Due velocissime considerazioni sull’arresto del presidente del Consiglio comunale di Roma Marcello De Vito, con la doverosa premessa che, fino a sentenza definitiva, l’esponente del MoVimento 5 Stelle dev’essere considerato innocente.
Chi è Marcello De Vito? E’ un consigliere comunale – duemila euro di stipendio, poco più poco meno – che vive gli ultimi anni del suo secondo mandato nelle istituzioni. Stando al regolamento attuale dei Cinquestelle (Luigi Di Maio ha promesso che l’avrebbe cambiato, ma poi la cosa si è persa nel nulla), per De Vito non ci saranno altri “giri”. Alla fine della consiliatura dovrà tornare alla “vita di prima”, senza neanche la soddisfazione di aver incassato stipendi ben più corposi come quelli dei suoi colleghi parlamentari.
Pensate a quanti parlamentari dei Cinquestelle, prima di essere eletti, vivevano esistenze economicamente poco gratificanti. Lavoravano per pochi spiccioli o magari erano disoccupati. Saranno capaci di tornare alla vita di prima dopo essersi abituati per una decina d’anni a tutt’altro status? Quanti di loro saranno onesti fino in fondo? Quale percentuale in fondo fisiologica di persone si comporterà invece senza scrupoli?
Parlo dei Cinquestelle ma penso che questo ragionamento potrebbe essere esteso a qualsiasi forza politica che si dotasse delle regole stringenti dei grillini su stipendi e mandati. L’aver ridotto la politica a un semplice fatto di “quantità” piuttosto che di “qualità”, l’aver svilito il lavoro del parlamentare (“sono solo un portavoce, non mi chiami onorevole, uno vale uno”), l’aver dimenticato che la democrazia ha dei costi adeguati a garantirne il funzionamento, tutto questo rischia di avere un risvolto molto pericoloso.

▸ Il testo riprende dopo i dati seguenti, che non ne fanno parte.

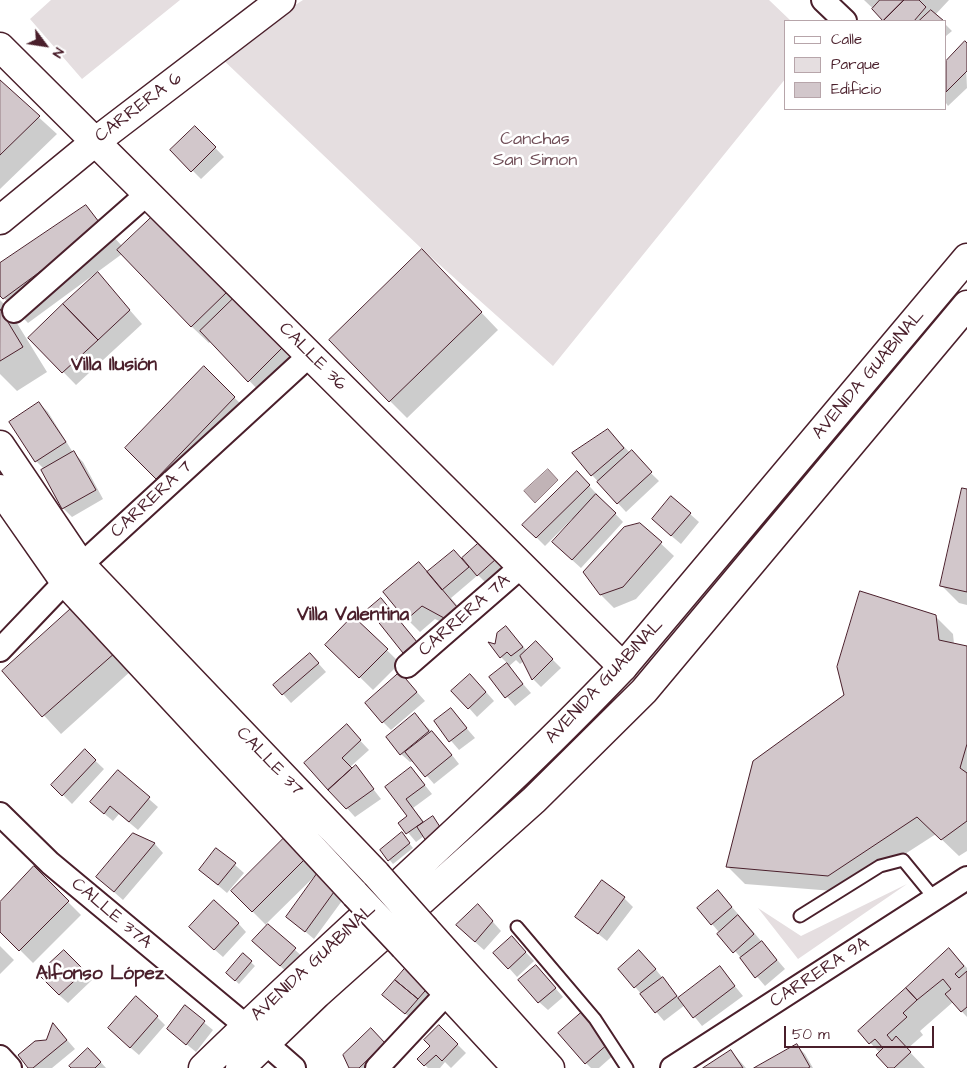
<!DOCTYPE html>
<html>
<head>
<meta charset="utf-8">
<style>
	body { margin:0 }
	#map { position:relative; width:967px; height:1068px; overflow:hidden; background:#fff; font-family:"Architects Daughter",sans-serif }
	canvas { display:block }
	.legend { position:absolute; left:784px; top:20px; width:162px; height:90px; box-sizing:border-box; background:#fff; border:1px solid #b7a5aa; margin:0; padding:6px 9px; list-style:none; font-size:15px; color:#4a1f2b }
	.legend li { display:flex; align-items:center; gap:10px; height:25px }
	.legend b { width:25px; border:1px solid #b7a5aa }
	.north { position:absolute; left:20px; top:20px; width:50px; height:50px; -webkit-text-stroke:4px #fff; paint-order:stroke; rotate:121deg; font-size:14px; font-weight:700; line-height:20px; text-align:center; color:#4a1f2b }
	.north::after { content:''; display:block; margin:auto; width:18px; height:22px; background:#4a1f2b; clip-path:polygon(50% 0,100% 100%,50% 72%,0 100%) }
	.scale { position:absolute; left:784px; top:1026px; width:150px; height:22px; box-sizing:border-box; border:2px solid #4a1f2b; border-top:0; padding-left:6px; font-size:15px; line-height:18px; white-space:nowrap; color:#4a1f2b; -webkit-text-stroke:4px #fff; paint-order:stroke }
</style>
</head>
<body>
<div id="map">
<canvas width="967" height="1068"></canvas>
<ul class="legend">
<li><b style="height:6px;background:#fff"></b>Calle</li>
<li><b style="height:14px;background:#e5dee0"></b>Parque</li>
<li><b style="height:14px;background:#d2c7cb"></b>Edificio</li>
</ul>
<div class="north">N</div>
<div class="scale">50 m</div>
</div>
<script>
const ctx = document.querySelector('canvas').getContext('2d');
ctx.lineJoin = 'round';
function fillPath(path, color) {
  ctx.fillStyle = color;
  ctx.fill(path, 'evenodd');
}
function stroke(path, color, width, dash) {
  ctx.strokeStyle = color;
  ctx.lineWidth = width;
  ctx.lineCap = dash ? 'butt' : 'round';
  ctx.setLineDash(dash || []);
  ctx.stroke(path);
}
function label(font, color, halo, rows, align = 'center') {
  ctx.font = font + ' "Architects Daughter",sans-serif';
  ctx.lineWidth = 5;
  ctx.setLineDash([]);
  ctx.textBaseline = 'middle';
  ctx.strokeStyle = halo;
  ctx.fillStyle = color;
  for (const [text, x, y, turn = 0] of rows) {
    ctx.save();
    ctx.translate(x, y);
    ctx.rotate((+turn || 0) * Math.PI / 180);
    ctx.textAlign = isNaN(turn) ? turn : align;
    if (halo) ctx.strokeText(text, 0, 0);
    ctx.fillText(text, 0, 0);
    ctx.restore();
  }
}
fillPath(new Path2D(`
	M51 0H180L82 79 30 19Z
	M303 0H769L791 21H786V78L553 366 422 249 218 55Z
	M907 884 798 959 758 908 801 936Z`), '#e5dee0');
const water = new Path2D(`
	M548 469 558 480 535 503 524 491Z`);
fillPath(water, '#c1b3b6');
stroke(water, '#91787e', 1);
fillPath(new Path2D(`
	M864 0H949L935 15 942 21H886Z
	M946 25 952 31 946 36Z
	M965 43 967 88 948 106 946 103V63Z
	M0 82 57 134 0 189Z
	M195 127 224 157 201 179 172 150Z
	M86 207 122 246 172 233 297 360 262 394 211 341 209 343 191 326 122 254 28 323 0 294V265Z
	M439 268 498 330 407 418 390 401Z
	M98 274 142 324 76 385 30 338Z
	M0 300 7 307 47 372 17 391 0 374Z
	M204 368 247 410 170 491 127 448Z
	M39 403 48 412 72 451 83 462 103 499 72 517 63 508 42 470 44 469 36 461Z
	M616 439 659 481 626 512 592 475Z
	M577 473 623 522 581 568 562 551 574 521 572 519 545 546 524 525Z
	M967 490V605L959 603 942 586Z
	M690 514 699 522 681 544 662 528Z
	M640 524 674 556 636 599 614 608 601 595Z
	M481 543 504 568 486 583 478 575 451 598 469 620 458 630 435 619 420 632 407 619 419 563 428 573 462 559Z
	M381 599 425 651 413 660 404 652Z
	M75 607 132 670 61 734 3 671Z
	M935 616 953 634 954 644 967 647V851L959 856 936 834 846 892 745 884 728 867 845 696Z
	M353 617 400 663 373 690 327 645Z
	M506 627 527 651 536 643 561 668 541 687 533 679 524 661 520 664 516 660 508 667 531 693 515 706 491 678 508 664 501 657 496 645Z
	M318 663 326 672 291 703 283 694Z
	M400 673 425 701 391 730 383 722Z
	M479 684 494 701 477 717 469 708Z
	M451 710 475 738 459 750 435 722Z
	M415 715 441 741 459 764 434 784 414 761 410 762 401 754Z
	M355 735 369 750 350 767 352 770 356 767 381 799 355 817 306 763Z
	M85 751 104 769 72 804 53 785Z
	M411 768 432 794 413 808 425 823 433 818 445 834 424 836 416 842 400 823 409 816 387 787Z
	M118 772 158 807 138 830 119 814 113 821 101 811Z
	M290 834 347 894 314 939 288 917 318 873 266 924 304 958 289 974 262 950 267 926 232 891Z
	M133 835 155 844 163 853 123 900 106 885Z
	M405 838 413 848 393 864 381 850Z
	M217 849 244 873 227 893 200 870Z
	M34 868 81 915 33 963 0 930V903Z
	M624 898 633 907 607 941 576 916Z
	M726 900 785 969 765 986 712 924Z
	M486 914 501 931 484 950 466 934Z
	M238 923 246 932 223 957 199 936Z
	M0 946 14 960 0 974Z
	M520 946 534 961 517 977 509 968Z
	M949 950 967 968V1017L953 1002 920 1031 923 1035 907 1049 925 1068H889L880 1053 859 1031Z
	M64 951 92 980 68 1003 59 995Z
	M243 955 255 966 239 984 227 973Z
	M648 960 679 998 720 968 743 996 702 1026 685 1005 664 1021 620 969Z
	M536 966 563 997 548 1010 539 1002Z
	M407 967 438 994 415 1022 393 1003Z
	M185 1007 213 1030 196 1052 168 1029Z
	M582 1014 617 1052 599 1068H591L586 1063Z
	M157 1017 165 1025 139 1055 118 1037Z
	M439 1026 466 1053 451 1068 445 1062 440 1068H428L419 1059 432 1046Z
	M371 1030 393 1052 376 1068H351Z
	M61 1033 75 1049 52 1068H30Z
	M797 1046 805 1054 813 1068H757Z
	M731 1051 746 1068H706Z
	M97 1058 106 1068H73Z`), '#0003');
const building = new Path2D(`
	M880 0H904L883 21 872 9Z
	M904 0H919L926 7 914 21H883Z
	M931 10 944 21H919Z
	M965 41 967 43V71L946 92V61Z
	M0 80 40 116 0 155Z
	M195 126 216 147 191 172 170 150Z
	M86 205 102 226 3 299 0 296V263Z
	M155 214 228 291 191 327 117 250Z
	M422 249 482 312 389 402 329 340Z
	M98 272 130 310 98 340 63 304Z
	M236 296 284 346 248 382 200 331Z
	M63 304 98 340 62 373 28 338Z
	M0 309 23 347 0 361Z
	M204 366 235 397 156 479 125 448Z
	M39 402 66 442 35 462 9 422Z
	M608 429 624 448 591 476 572 453Z
	M632 450 652 472 617 504 597 482Z
	M74 451 96 490 62 509 41 470Z
	M577 471 590 485 536 538 522 525Z
	M962 488 967 489V592L940 586Z
	M596 494 616 513 572 560 552 542Z
	M671 496 691 513 671 536 652 519Z
	M640 523 662 542 623 587 600 595 583 572 624 527Z
	M481 541 496 559 477 576 462 558Z
	M454 550 469 567 442 590 427 572Z
	M419 562 457 607 444 618 422 606 406 620 383 592Z
	M860 591 936 615 939 640 967 646V744L960 768 967 773V821L941 840 917 817 828 876 726 867 753 761 844 695 837 667Z
	M381 598 417 642 403 653 368 609Z
	M75 605 116 652 42 717 2 671Z
	M353 616 388 649 359 678 325 645Z
	M506 626 523 647 511 656 507 652 500 658 488 642 495 644 497 633Z
	M536 641 553 659 532 680 520 656Z
	M310 653 319 663 282 695 273 685Z
	M507 663 523 684 505 698 489 677Z
	M400 672 417 692 382 723 365 703Z
	M470 674 486 692 468 709 451 691Z
	M451 708 467 728 449 742 434 721Z
	M415 713 429 731 400 755 386 737Z
	M347 724 361 740 342 758 352 768 328 790 304 763Z
	M432 731 452 755 425 777 405 752Z
	M85 749 96 760 62 796 51 785Z
	M356 765 374 789 346 809 328 790Z
	M411 767 425 785 406 799 423 822 406 834 398 823 407 816 385 787Z
	M118 770 150 797 129 822 110 806 104 814 90 802Z
	M433 816 442 830 426 841 417 827Z
	M290 832 311 853 252 912 231 891Z
	M402 832 410 843 388 861 380 850Z
	M133 833 155 843 114 892 96 877Z
	M216 848 236 863 218 885 199 870Z
	M34 866 69 901 19 951 0 932V902Z
	M319 871 339 885 305 932 286 917Z
	M602 880 625 897 598 934 575 917Z
	M718 890 732 907 711 925 697 908Z
	M214 900 239 923 214 950 189 927Z
	M478 904 493 921 475 942 456 925Z
	M738 915 754 934 733 953 717 934Z
	M268 924 296 948 280 966 252 941Z
	M512 936 526 952 508 969 493 953Z
	M762 941 777 960 755 978 740 958Z
	M949 948 964 966 955 974 959 978 967 971V1007L961 1012 945 994 951 989 943 979 917 1000 906 988Z
	M64 950 85 971 59 995 38 974Z
	M639 950 656 969 634 988 618 969Z
	M243 953 252 961 235 981 226 973Z
	M536 965 556 988 538 1003 518 980Z
	M407 966 431 984 418 999 395 980Z
	M720 966 735 986 693 1018 678 998Z
	M663 977 677 996 655 1013 640 994Z
	M395 980 418 999 405 1014 382 995Z
	M906 988 917 1000 903 1013 907 1017 887 1035 892 1041 896 1036 911 1052 894 1068H888L876 1055 883 1048 875 1039 869 1044 858 1031Z
	M136 996 158 1016 130 1048 108 1028Z
	M185 1005 205 1021 186 1045 167 1029Z
	M582 1012 609 1043 585 1064 558 1033Z
	M53 1023 67 1040 33 1068H28L18 1055 35 1041 46 1040Z
	M439 1025 458 1044 442 1061 436 1055 424 1066 417 1059 430 1046 424 1040Z
	M371 1028 385 1043 359 1068H349L343 1055Z
	M797 1044 810 1067 808 1068H754Z
	M88 1048 101 1062 95 1068H71L69 1066Z
	M731 1050 743 1068H703Z`);
fillPath(building, '#d2c7cb');
stroke(building, '#4a1f2b', 1);
const service = new Path2D(`
	M800 916 880 866 903 860 935 899
	M517 927 595 1019 627 1068`);
const minor = new Path2D(`
	M823 0 845 21
	M14 311 147 194
	M0 650 81 565 310 355
	M407 666 522 566
	M0 814 50 863 246 1026 294 1068
	M0 1057 10 1068
	M377 1068 447 993
	M672 1068 967 878`);
const tertiary = new Path2D(`
	M0 47 623 667
	M0 220 95 142 281 0`);
const secondary = new Path2D(`
	M0 445 81 565 376 874
	M0 489 65 582 355 894
	M425 929 550 1068
	M404 946 517 1068
	M203 1068C342 932 490 807 623 667L967 258
	M240 1068 317 994 534 800 644 691 967 305`);
stroke(service, '#4a1f2b', 15);
stroke(minor, '#4a1f2b', 26);
stroke(tertiary, '#4a1f2b', 31);
stroke(secondary, '#4a1f2b', 31);
stroke(service, '#fff', 11);
stroke(minor, '#fff', 22);
stroke(tertiary, '#fff', 28);
stroke(secondary, '#fff', 28);
const secondaryBridge = new Path2D(`
	M376 874 425 929
	M355 894 404 946`);
stroke(secondaryBridge, '#4a1f2b', 31, []);
stroke(secondaryBridge, '#fff', 28);
label('18px', '#4a1f2b', '#fff', [
	["CARRERA 6",139,108,-37],
	["CALLE 36",312,357,45],
	["AVENIDA GUABINAL",869,375,-50],
	["CARRERA 7",152,500,-43],
	["CARRERA 7A",465,616,-41],
	["AVENIDA GUABINAL",605,682,-47],
	["CALLE 37",269,762,46],
	["CALLE 37A",111,914,40],
	["AVENIDA GUABINAL",314,963,-43],
	["CARRERA 9A",820,973,-33]
]);
label('18px', '#714f58', '#fff', [
	["Canchas",535,140],
	["San Simon",535,161]
]);
label('bold 19px', '#4a1f2b', '#fff', [
	["Villa Ilusión",114,366],
	["Villa Valentina",353,616],
	["Alfonso López",100,975]
]);
</script>
</body>
</html>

I vitalizi, le immunità, gli stipendi da nababbi, la possibilità di votare in dissenso al gruppo o di ricandidarsi ogni volta che si vuole e tanti altri “privilegi” sono stati istituiti in principio per proteggere gli eletti da pressioni, ritorsioni, tentazioni. Eliminare tutto questo significa sicuramente dare una lezione alla “casta”. Ma anche – l’affaire De Vito ce lo insegna – debellare gli anticorpi della nostra democrazia.